The most important job preparing for Free Lemon Snow Cone Day is making residents aware of it. Officials are spreading word with a clever marketing campaign they like to call “Welcome to Flavor Town.” A large billboard near the Bong Bridge shows a man lying in a pristine snowbank while a stream of sweet yellow syrup sprays all over his face. “Sweet relief comes March 5”, reads the tagline.
With the event coming up soon, locals are already reminiscing about last year’s event.
“I don’t know how they do it, but some of the yellow snowbanks I’ve found taste different,” said Harvey Dingle of Superior Township. “Most of it tastes like lemon, but sometimes you find a special yellow snowbank that tastes a bit peculiar. My wife doesn’t like those ones, but they’re rare, so I always cram as much of them in my mouth as I can.”
Sometimes the event even has celebrities showing up to the festivities. Former Duluth meteorologist Sven Sundgaard reportedly drove past people eating lemon snow last year, rolled down his car window, mumbled “I can’t believe I left this place” and then drove away.
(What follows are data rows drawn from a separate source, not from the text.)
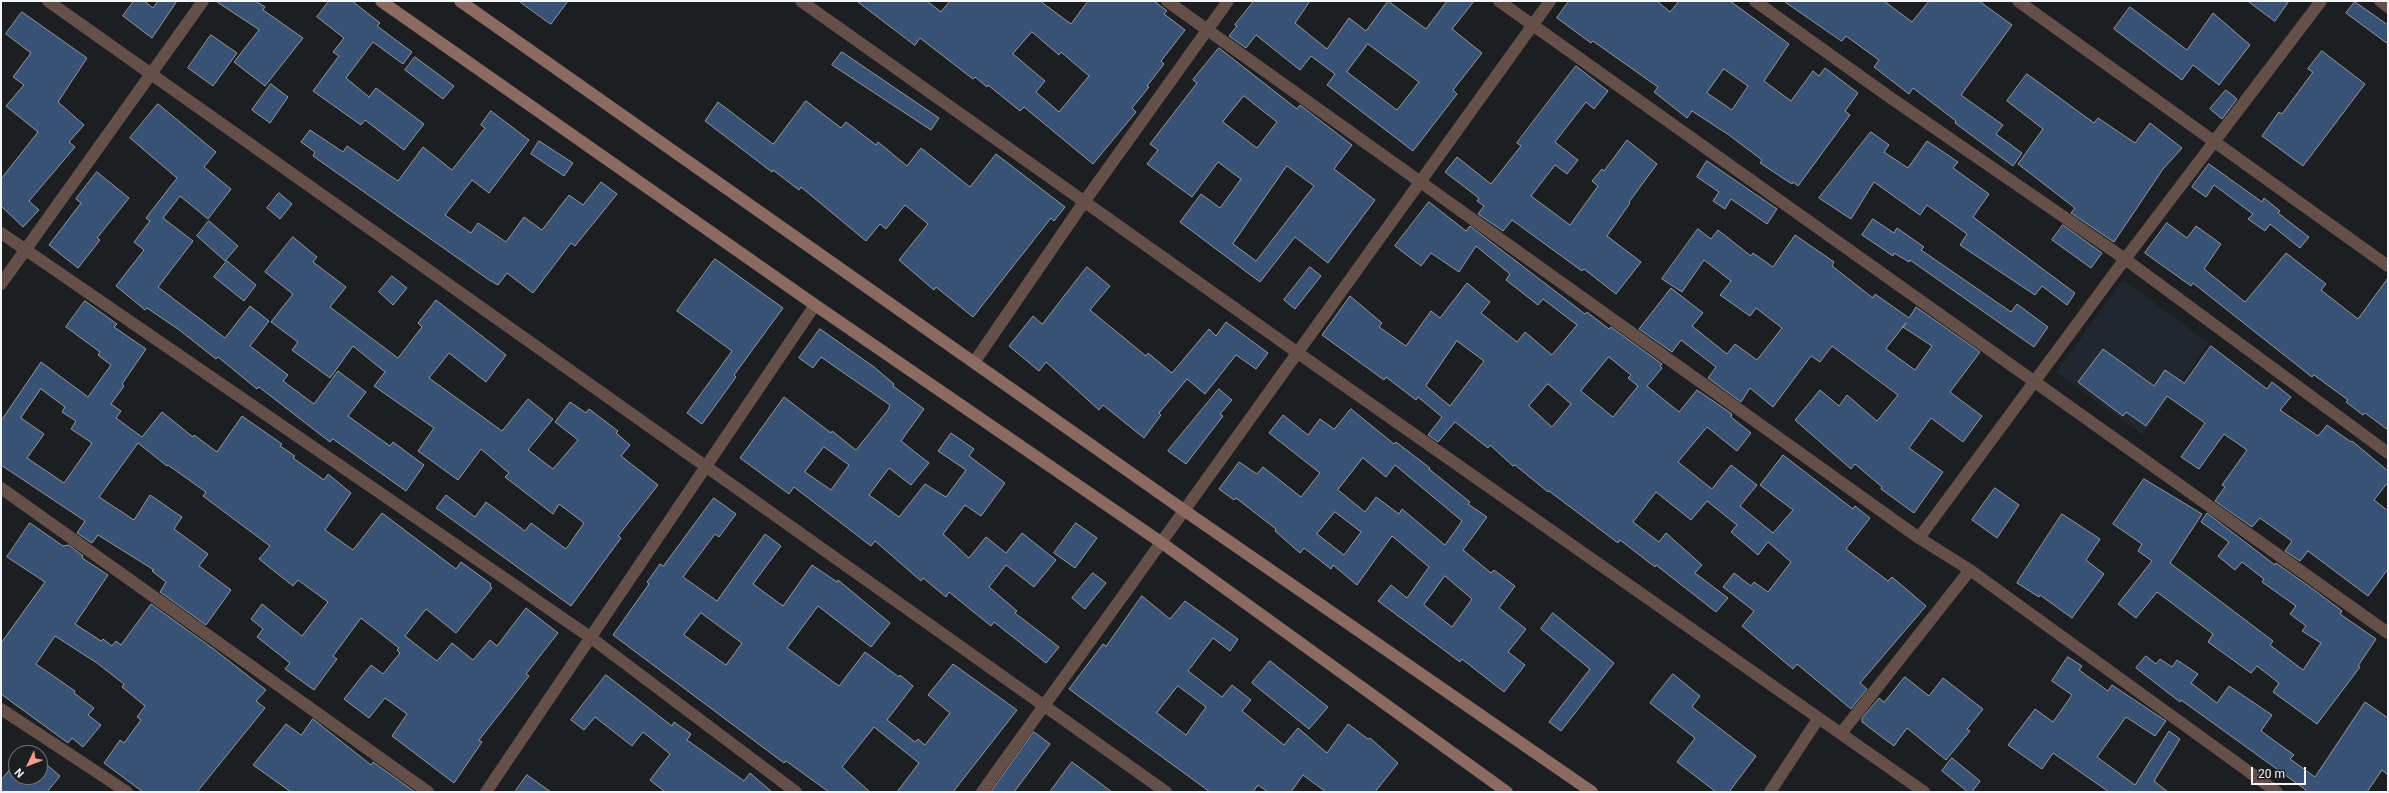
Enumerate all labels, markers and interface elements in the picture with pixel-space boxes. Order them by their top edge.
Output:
north arrow [8,745,48,785]
scale bar [2253,759,2308,785]
text: N [12,766,27,780]
text: 20 m [2258,767,2285,781]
Free Lemon Snow Cone Day begins at 9am on March 5. The city is making the snowbanks much harder to find this year. If you can’t find one right away, drive around for a bit and keep your eyes peeled for some refreshing lemon flavored snow. While the city only holds the event one day each winter, some residents are lucky enough to find undiscovered lemon snowbanks months later. If that happens, rest assured that the flavor stays good forever.
“I saw a lot of yellow snowbanks left over from last year by the local dog park, and they were delicious,” said Mayor Hagen. “I honestly can’t think of any way this event could possibly go wrong.”